> _Activity_
Please reproduce all the records exactly while leaving out their pictures.

[Dataset entries]

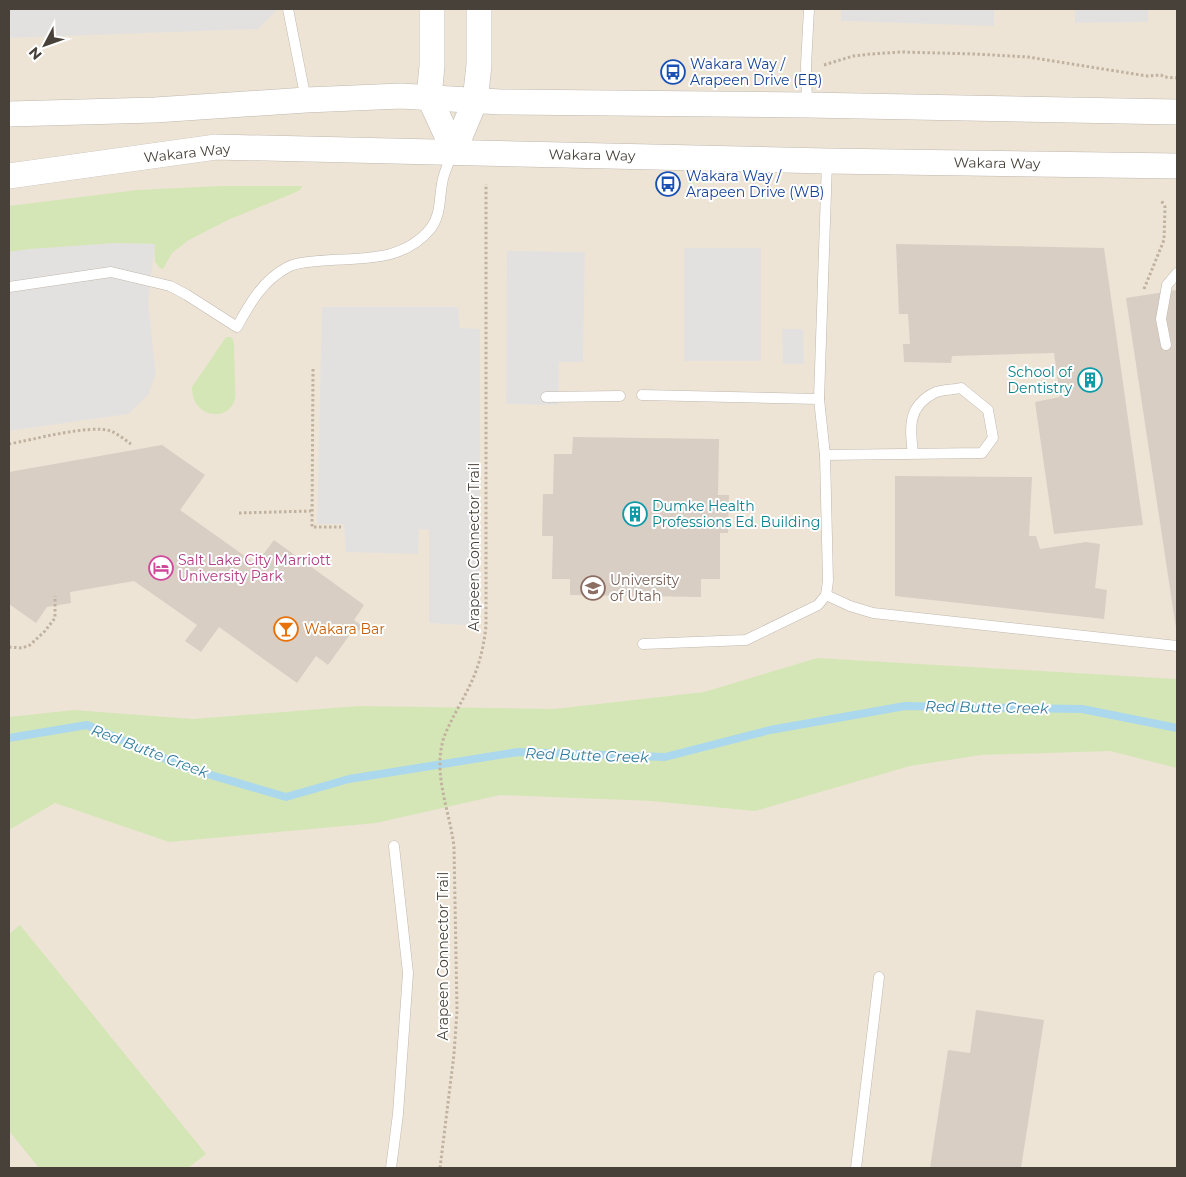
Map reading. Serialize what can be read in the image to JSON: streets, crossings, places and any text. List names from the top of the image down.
{
  "streets": {
    "street": ["Wakara Way"],
    "path": ["Arapeen Connector Trail"]
  },
  "water": ["Red Butte Creek"],
  "places": {
    "bus stop": ["Wakara Way / Arapeen Drive (EB)", "Wakara Way / Arapeen Drive (WB)"],
    "building": ["School of Dentistry", "Dumke Health Professions Ed. Building"],
    "hotel": ["Salt Lake City Marriott University Park"],
    "school or university": ["University of Utah"],
    "bar": ["Wakara Bar"]
  },
  "north": "bottom left"
}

> _Exercise answer_
Map reading. Serialize what can be read in the image to JSON: streets, crossings, places and any text. List names from the top of the image down.
{
  "streets": {
    "street": ["Wakara Way"],
    "path": ["Arapeen Connector Trail"]
  },
  "water": ["Red Butte Creek"],
  "places": {
    "bus stop": ["Wakara Way / Arapeen Drive (EB)", "Wakara Way / Arapeen Drive (WB)"],
    "building": ["School of Dentistry", "Dumke Health Professions Ed. Building"],
    "hotel": ["Salt Lake City Marriott University Park"],
    "school or university": ["University of Utah"],
    "bar": ["Wakara Bar"]
  },
  "north": "bottom left"
}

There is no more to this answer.